Monte Carlo Tree Search¶
keras_gym.planning.MCTSNode |
Implementation of Monte Carlo tree search used in AlphaZero. |
-
class
keras_gym.planning.
MCTSNode
(actor_critic, state_id=None, tau=1.0, v_resign=0.999, c_puct=1.0, random_seed=None)[source]¶ Implementation of Monte Carlo tree search used in AlphaZero.
Parameters: - state_id : str
The state id of the env, which allows us to set the env to the correct state.
- actor_critic : ActorCritic object
The actor-critic that is used to evaluate leaf nodes.
- tau : float, optional
The temperature parameter used in the ‘behavior’ policy:
\[\pi(a|s)\ =\ \frac{N(s,a)^{1/\tau}}{\sum_{a'}N(s,a')^{1/\tau}}\]- v_resign : float, optional
The value we use to determine whether a player should resign before a game ends. Namely, the player will resign if the predicted value drops below \(v(s) < v_\text{resign}\).
- c_puct : float, optional
A hyperparameter that determines how to balance exploration and exploitation.
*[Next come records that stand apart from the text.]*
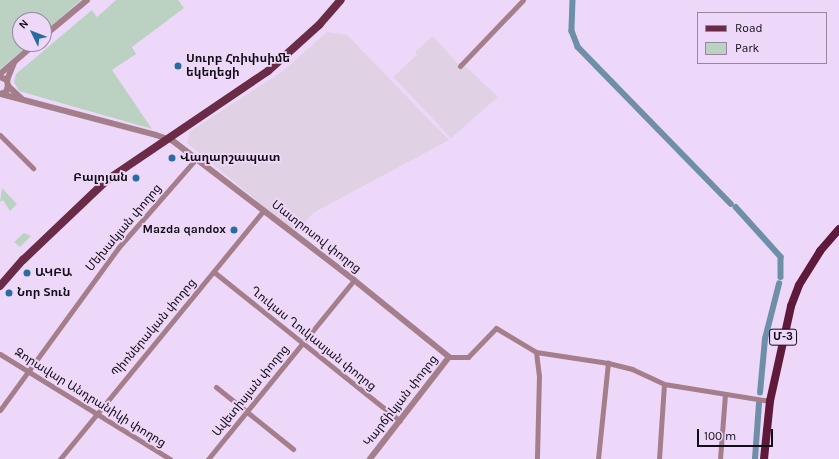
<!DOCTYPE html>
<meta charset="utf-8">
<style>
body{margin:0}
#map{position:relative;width:839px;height:459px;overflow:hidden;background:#eed8f9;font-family:Karla,"Noto Sans Armenian",sans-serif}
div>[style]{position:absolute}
.industrial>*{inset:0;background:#e0d1e4}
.green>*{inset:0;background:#bbd2c3}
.canal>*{height:5.5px;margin:-2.75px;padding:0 2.75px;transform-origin:2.75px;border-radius:2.75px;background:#6f8fa8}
.minor>*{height:5px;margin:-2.5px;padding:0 2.5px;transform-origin:2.5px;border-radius:2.5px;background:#a47e8b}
.tertiary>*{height:6px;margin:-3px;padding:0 3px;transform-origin:3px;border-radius:3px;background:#a47e8b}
.primary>*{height:8px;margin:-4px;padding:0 4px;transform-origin:4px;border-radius:4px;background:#6a2b47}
.trunk>*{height:8px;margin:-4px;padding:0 4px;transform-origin:4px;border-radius:4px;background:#5e193b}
.dots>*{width:11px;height:11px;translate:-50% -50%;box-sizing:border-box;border:2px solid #eed8f9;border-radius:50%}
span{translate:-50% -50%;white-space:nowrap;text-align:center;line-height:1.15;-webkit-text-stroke:3.5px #eed8f9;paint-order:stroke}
.shield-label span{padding:1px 3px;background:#eed8f9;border:1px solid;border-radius:3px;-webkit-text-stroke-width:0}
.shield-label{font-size:11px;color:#120b16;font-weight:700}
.poi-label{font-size:12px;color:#120b16;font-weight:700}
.left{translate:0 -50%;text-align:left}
.right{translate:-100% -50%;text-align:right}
.street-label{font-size:12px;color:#120b16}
.legend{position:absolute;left:697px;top:12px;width:130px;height:52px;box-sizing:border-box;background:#eed8f9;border:1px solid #96869e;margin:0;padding:5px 7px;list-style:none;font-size:12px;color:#120b16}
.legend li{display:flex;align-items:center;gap:8px;height:20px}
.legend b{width:20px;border:1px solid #96869e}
.north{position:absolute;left:12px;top:12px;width:40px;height:40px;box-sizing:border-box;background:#eed8f9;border:1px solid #96869e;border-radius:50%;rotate:313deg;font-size:11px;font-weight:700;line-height:16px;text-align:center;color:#120b16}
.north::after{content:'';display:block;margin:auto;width:14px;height:18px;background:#286ca1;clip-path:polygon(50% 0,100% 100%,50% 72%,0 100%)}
.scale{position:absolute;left:697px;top:429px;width:76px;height:18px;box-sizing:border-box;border:2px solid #120b16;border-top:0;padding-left:5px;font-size:12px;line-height:14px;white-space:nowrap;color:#120b16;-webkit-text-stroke:3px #eed8f9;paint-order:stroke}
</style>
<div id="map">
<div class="industrial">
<i style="clip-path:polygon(327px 32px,347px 35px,449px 140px,313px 213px,296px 233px,187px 143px,189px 132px,283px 71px)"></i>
<i style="clip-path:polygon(433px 36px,458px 64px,461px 62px,498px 97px,451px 138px,393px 77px,417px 55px,415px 52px)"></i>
</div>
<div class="green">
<i style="clip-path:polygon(0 0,81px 0,44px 33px,44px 20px,20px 20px,20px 44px,31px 44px,0 69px)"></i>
<i style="clip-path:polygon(116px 0,178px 0,184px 8px,132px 47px,136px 54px,112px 70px,152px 129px,19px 91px,14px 82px,16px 74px,92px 10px,97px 17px)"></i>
<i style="clip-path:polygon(2px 188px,17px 204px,10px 211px,3px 200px,0 202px)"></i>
<i style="clip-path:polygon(24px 233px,31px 236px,20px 247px,14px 242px)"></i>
</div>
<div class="canal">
<i style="left:573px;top:0;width:31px;rotate:92deg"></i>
<i style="left:572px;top:31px;width:17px;rotate:69deg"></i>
<i style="left:578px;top:47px;width:219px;rotate:45.7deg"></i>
<i style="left:736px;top:207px;width:67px;rotate:48deg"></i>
<i style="left:781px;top:257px;width:20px;rotate:90deg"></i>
<i style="left:760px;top:393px;width:54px;rotate:-84.7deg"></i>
<i style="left:765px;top:339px;width:57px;rotate:-75.7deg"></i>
<i style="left:755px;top:459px;width:56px;rotate:-85.9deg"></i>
</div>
<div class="minor">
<i style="left:460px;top:66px;width:91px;rotate:-46.3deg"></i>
<i style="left:0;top:135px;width:47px;rotate:45deg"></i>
<i style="left:214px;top:272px;width:238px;rotate:38.7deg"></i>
<i style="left:536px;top:352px;width:23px;rotate:83deg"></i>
<i style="left:539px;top:375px;width:84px;rotate:91.4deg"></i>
<i style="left:0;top:354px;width:200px;rotate:31.7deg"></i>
<i style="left:449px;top:357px;width:19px"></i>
<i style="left:468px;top:357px;width:40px;rotate:-46deg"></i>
<i style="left:496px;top:328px;width:47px;rotate:31deg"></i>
<i style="left:536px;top:352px;width:73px;rotate:8.7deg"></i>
<i style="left:608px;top:363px;width:25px;rotate:14deg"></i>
<i style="left:632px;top:369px;width:35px;rotate:25deg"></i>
<i style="left:664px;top:384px;width:107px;rotate:9.1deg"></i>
<i style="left:216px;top:387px;width:99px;rotate:38.8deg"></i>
<i style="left:0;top:410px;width:200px;rotate:-53.9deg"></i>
<i style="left:118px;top:248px;width:118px;rotate:-48.8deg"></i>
<i style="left:60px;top:459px;width:322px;rotate:-50.7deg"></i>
<i style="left:208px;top:459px;width:231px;rotate:-50.8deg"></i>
<i style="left:598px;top:459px;width:97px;rotate:-84.1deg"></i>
<i style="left:659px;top:459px;width:75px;rotate:-86.2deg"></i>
<i style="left:720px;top:459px;width:65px;rotate:-85.6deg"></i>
</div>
<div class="tertiary">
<i style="left:44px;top:36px;width:56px;rotate:-39.9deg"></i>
<i style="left:0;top:74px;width:46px;rotate:-40.6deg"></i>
<i style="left:0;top:77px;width:8px;rotate:23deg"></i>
<i style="left:7px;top:80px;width:6px;rotate:81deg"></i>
<i style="left:8px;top:86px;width:6px;rotate:108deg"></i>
<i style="left:6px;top:92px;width:6px;rotate:162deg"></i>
<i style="left:7px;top:80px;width:18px;rotate:-68deg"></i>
<i style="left:8px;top:86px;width:18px;rotate:43deg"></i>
<i style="left:1px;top:94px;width:160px;rotate:14.8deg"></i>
<i style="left:156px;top:135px;width:18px;rotate:19deg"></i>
<i style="left:173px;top:141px;width:228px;rotate:37.5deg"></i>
<i style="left:354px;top:280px;width:122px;rotate:39deg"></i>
<i style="left:449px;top:357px;width:129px;rotate:127.8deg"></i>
</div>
<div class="primary">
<i style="left:0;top:286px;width:35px;rotate:-49deg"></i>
<i style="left:23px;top:260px;width:116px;rotate:-43.6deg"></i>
<i style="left:107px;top:180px;width:194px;rotate:-34.1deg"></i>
<i style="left:268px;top:71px;width:69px;rotate:-42deg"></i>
<i style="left:319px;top:25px;width:33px;rotate:-49deg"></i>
</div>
<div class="trunk">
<i style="left:764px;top:459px;width:58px;rotate:-84.1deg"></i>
<i style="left:770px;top:401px;width:97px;rotate:-77.5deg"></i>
<i style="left:791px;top:306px;width:22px;rotate:-69deg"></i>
<i style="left:799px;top:285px;width:40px;rotate:-58deg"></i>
<i style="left:820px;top:251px;width:29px;rotate:-49deg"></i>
</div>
<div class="dots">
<i style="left:178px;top:66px;background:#286ca1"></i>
<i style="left:172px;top:158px;background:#286ca1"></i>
<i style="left:136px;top:178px;background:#286ca1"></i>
<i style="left:234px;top:230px;background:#286ca1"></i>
<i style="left:27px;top:273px;background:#286ca1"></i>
<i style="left:9px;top:293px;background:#286ca1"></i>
</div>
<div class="shield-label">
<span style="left:783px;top:337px">Մ-3</span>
</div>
<div class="poi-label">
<span class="left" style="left:186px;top:66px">Սուրբ Հռիփսիմե<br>եկեղեցի</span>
<span class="left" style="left:180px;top:158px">Վաղարշապատ</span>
<span class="right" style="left:128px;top:178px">Բալոյան</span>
<span class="right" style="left:226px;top:230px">Mazda qandox</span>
<span class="left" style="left:35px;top:273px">ԱԿԲԱ</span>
<span class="left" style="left:17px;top:293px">Նոր Տուն</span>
</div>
<div class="street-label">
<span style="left:124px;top:228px;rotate:-50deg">Մեխակյան փողոց</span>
<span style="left:316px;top:237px;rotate:38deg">Մատրոսով փողոց</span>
<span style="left:154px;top:328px;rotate:-50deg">Պիոներական փողոց</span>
<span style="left:313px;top:339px;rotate:39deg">Ղուկաս Ղուկասյան փողոց</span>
<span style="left:251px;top:391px;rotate:-51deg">Ավետիսյան փողոց</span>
<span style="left:90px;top:398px;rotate:32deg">Զորավար Անդրանիկի փողոց</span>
<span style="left:401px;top:401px;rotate:-52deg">Կարճիկյան փողոց</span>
</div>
<ul class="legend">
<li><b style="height:5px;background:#6a2b47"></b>Road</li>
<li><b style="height:11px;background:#bbd2c3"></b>Park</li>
</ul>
<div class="north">N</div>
<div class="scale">100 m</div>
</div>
It appears in the selection criterion during the search phase:
\[a\ =\ \arg\max_{a'}\left( Q(s,a) + U(s,a) \right)\]where
\[\begin{split}Q(s,a)\ &=\ \frac1{N(s)} \sum_{s'\in\text{desc}(s,a)} v(s') \\ U(s,a)\ &=\ \color{red}{c_\text{puct}}\,P(s, a)\, \frac{\sqrt{N(s)}}{1+N(s,a)}\end{split}\]Here \(\text{desc}(s,a)\) denotes the set of all the previously evaluated descendant states of the state \(s\) that can be reached by taking action \(a\). The value and prior probabilities \(v(s)\) and \(P(s,a)\) are generated by the actor-critic. Also, we use the short-hand notation for the combined state-action visit counts:
\[N(s)\ =\ \sum_{a'} N(s,a')\]Note that this is not exactly the state visit count, which would be \(N(s) + 1\) due to the initial selection and expansion of the root node itself.
- random_seed : int, optional
Sets the random state to get reproducible results.
Attributes: - env : gym-style environment
The main environment of the game.
- state : state observation
The current state of the environment.
- num_actions : int
The number of actions of the environment, i.e. regardless of whether these actions are actually available in the current state.
- is_root : bool
Whether the current node is a root node, i.e. whether it has a parent node.
- is_leaf : bool
Whether the current node is a leaf node. A leaf node is typically a node that was previous unexplored, but it may also be a terminal state node.
- is_terminal : bool
Whether the current state is a terminal state.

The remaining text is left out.